Newman does argue, as did Black at times, that joining the KKK was simply an unavoidable fact of Alabama politics in the 1920's.(17) But not all Southern politicians made the same choice Black did. James F. Byrnes, for example, refused the invitation of the South Carolina Klan in 1924, and as a result lost his campaign for the Senate that year.(18) But Byrnes won election to the Senate six years later, after the Klan's popularity crested and the Depression began, and went on to become a major figure in the Roosevelt Administration and, briefly, a colleague of Black on the Supreme Court. Black's nearest rival in the 1926 primary, John H. Bankhead, did not join the Klan, but was elected Alabama's second senator in 1930, defeating the Klan's candidate, the virulently anti-catholic J. Thomas Heflin.(19) A premise of Black's subsequent First Amendment jurisprudence was that politicians should not capitulate to the passions of the moment. Yet that was what Black did when he joined the Klan.

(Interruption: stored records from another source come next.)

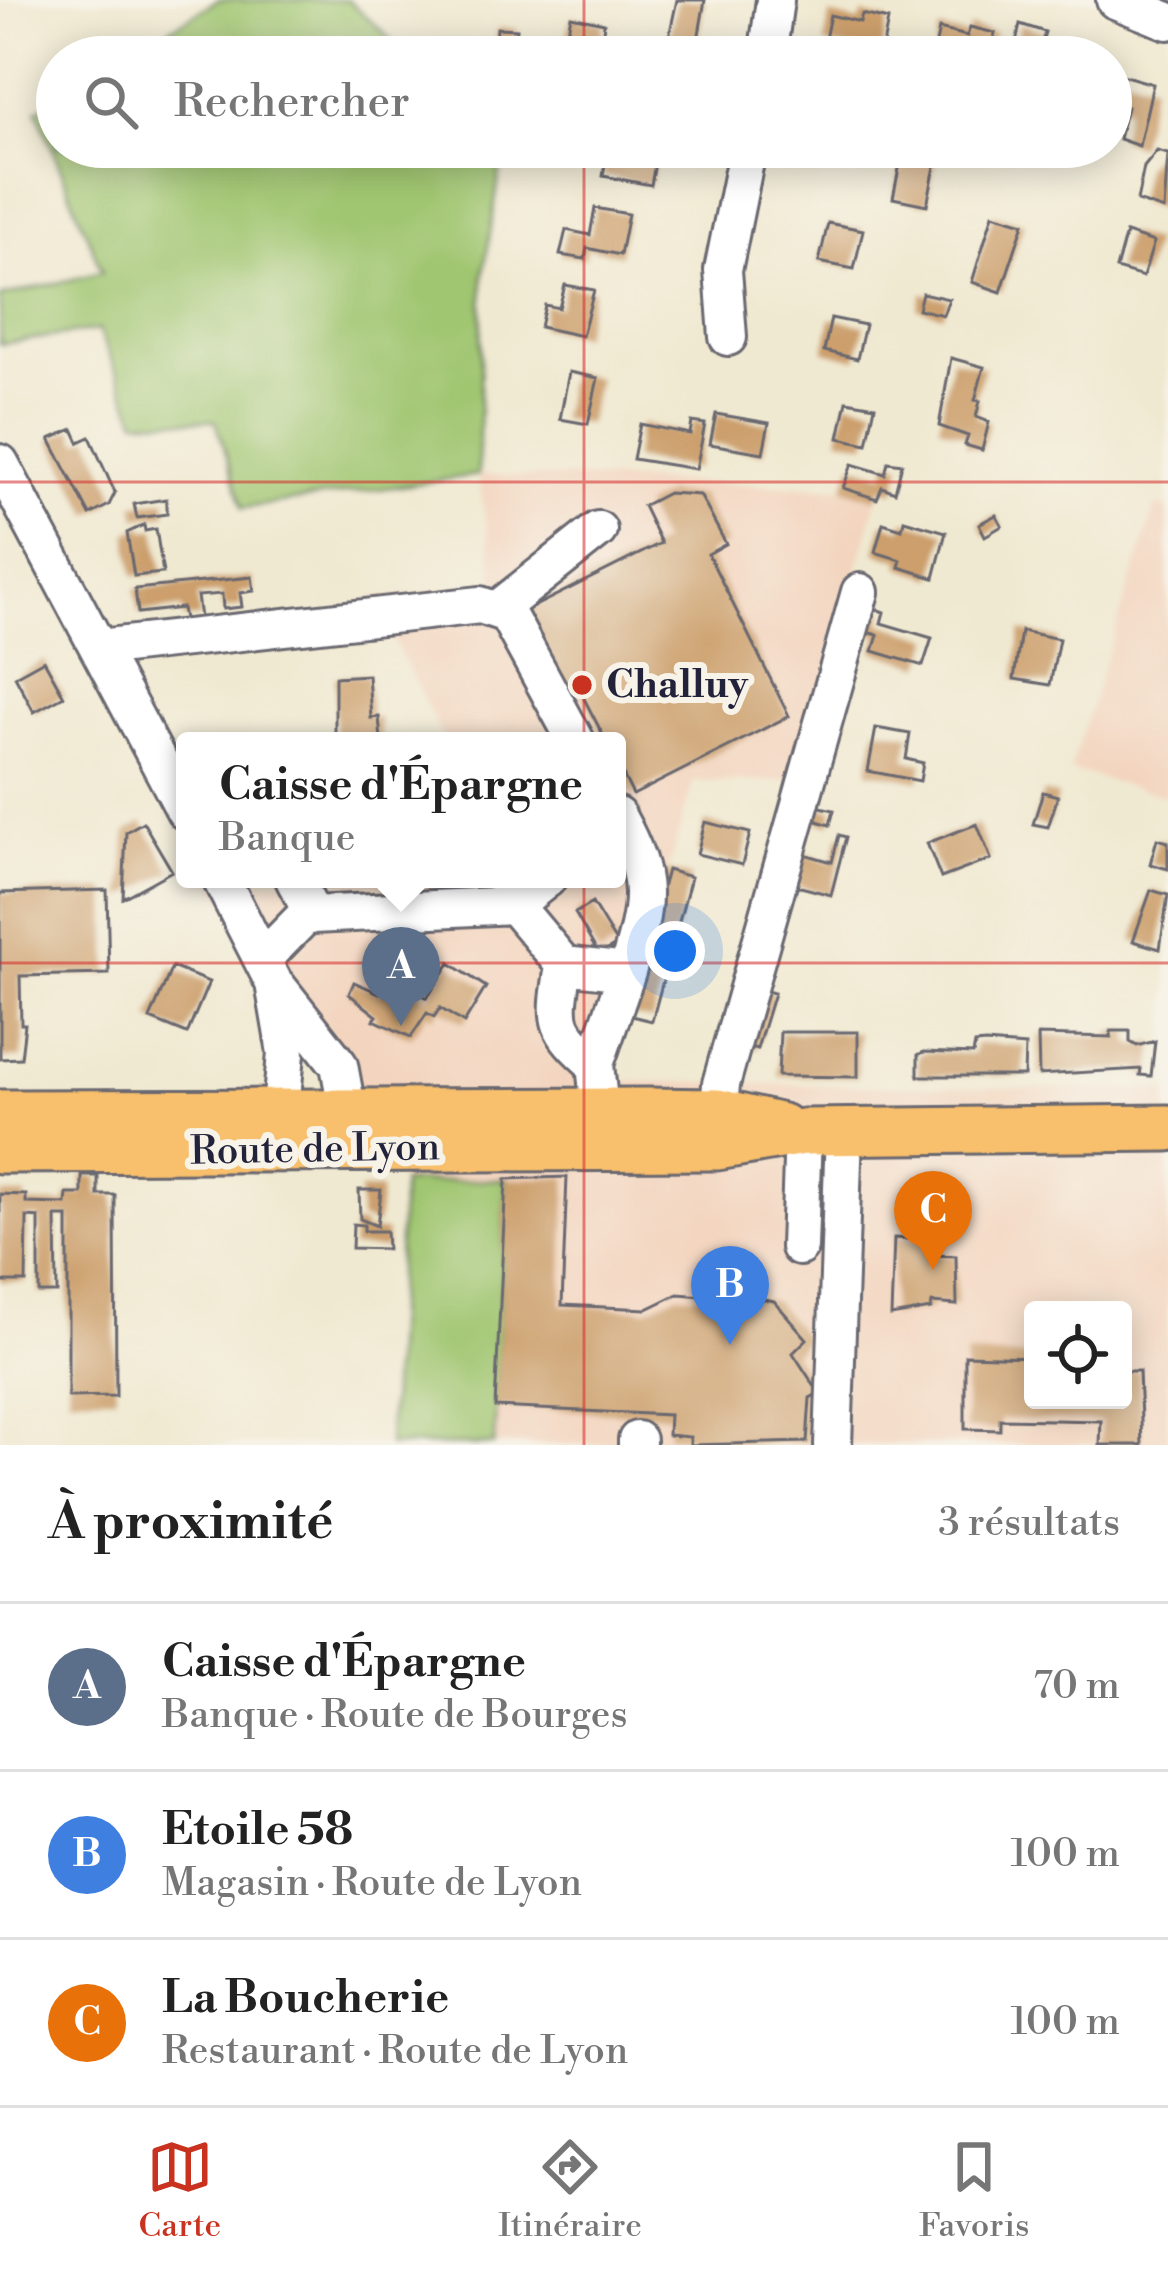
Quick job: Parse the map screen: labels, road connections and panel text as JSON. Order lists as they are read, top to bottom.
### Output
{
  "streets": {
    "main road": ["Route de Lyon"]
  },
  "places": ["Challuy"],
  "page": {
    "search": "Rechercher",
    "popup": ["Caisse d'Épargne", "Banque"],
    "pins": ["A", "C", "B"],
    "heading": ["À proximité", "3 résultats"],
    "list": [
      {
        "mark": "A",
        "name": "Caisse d'Épargne",
        "note": "Banque · Route de Bourges",
        "value": "70 m"
      },
      {
        "mark": "B",
        "name": "Etoile 58",
        "note": "Magasin · Route de Lyon",
        "value": "100 m"
      },
      {
        "mark": "C",
        "name": "La Boucherie",
        "note": "Restaurant · Route de Lyon",
        "value": "100 m"
      }
    ],
    "nav": ["Carte", "Itinéraire", "Favoris"]
  }
}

With the Klan's strong backing--black's friend, the Grand Dragon of Alabama, was "campaign manager in everything but name"(20)--black won a tight Democratic Senate primary in 1926. At a Klan victory celebration, he acknowledged his debt, thanking the Grand Dragon and his fellow members "from the bottom of a heart that is yours."(21) Two terms in the Senate proved him an ardent and loyal New Dealer, who advanced economic reform proposals more radical than the Roosevelt Administration's, strongly supported Roosevelt's Court-packing plan, and led an investigation into corporate lobbying practices that drew harsh criticism, not all of it from conservatives, for its partiality and strong-arm tactics.(22)

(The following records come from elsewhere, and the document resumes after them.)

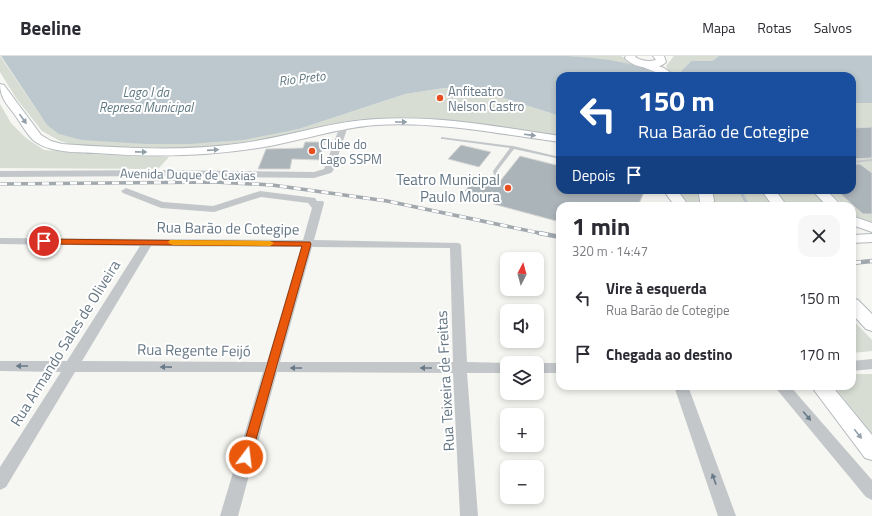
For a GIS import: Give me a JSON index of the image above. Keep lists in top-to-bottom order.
{
  "streets": {
    "main road": ["Avenida Duque de Caxias"],
    "street": [
      "Rua Barão de Cotegipe",
      "Rua Armando Sales de Oliveira",
      "Rua Regente Feijó",
      "Rua Teixeira de Freitas"
    ]
  },
  "crossings": [
    ["Rua Barão de Cotegipe", "Rua Armando Sales de Oliveira"],
    ["Rua Barão de Cotegipe", "Rua Teixeira de Freitas"],
    ["Rua Armando Sales de Oliveira", "Rua Regente Feijó"],
    ["Rua Regente Feijó", "Rua Teixeira de Freitas"]
  ],
  "one_way": ["Avenida Duque de Caxias", "Rua Regente Feijó"],
  "water": ["Rio Preto", "Lago I da Represa Municipal"],
  "places": ["Anfiteatro Nelson Castro", "Clube do Lago SSPM", "Teatro Municipal Paulo Moura"],
  "north": "top",
  "page": {
    "header": "Beeline",
    "nav": ["Mapa", "Rotas", "Salvos"],
    "turn": ["150 m", "Rua Barão de Cotegipe"],
    "then": "Depois",
    "heading": ["1 min", "320 m · 14:47"],
    "map_buttons": ["+", "−"],
    "list": [
      {
        "name": "Vire à esquerda",
        "note": "Rua Barão de Cotegipe",
        "value": "150 m"
      },
      {
        "name": "Chegada ao destino",
        "value": "170 m"
      }
    ]
  }
}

Black hardly cut a Solomonic figure. His only prior judicial experience was an eighteen-month stint as a municipal police court judge when he was in his mid-20s. But then Franklin Roosevelt was not looking for moderation and judiciousness in his first appointment to the Supreme Court. The President was looking for revenge, against a Senate that had unexpectedly rebelled at his Court-packing plan. In Black, Roosevelt found "the perfect vehicle for...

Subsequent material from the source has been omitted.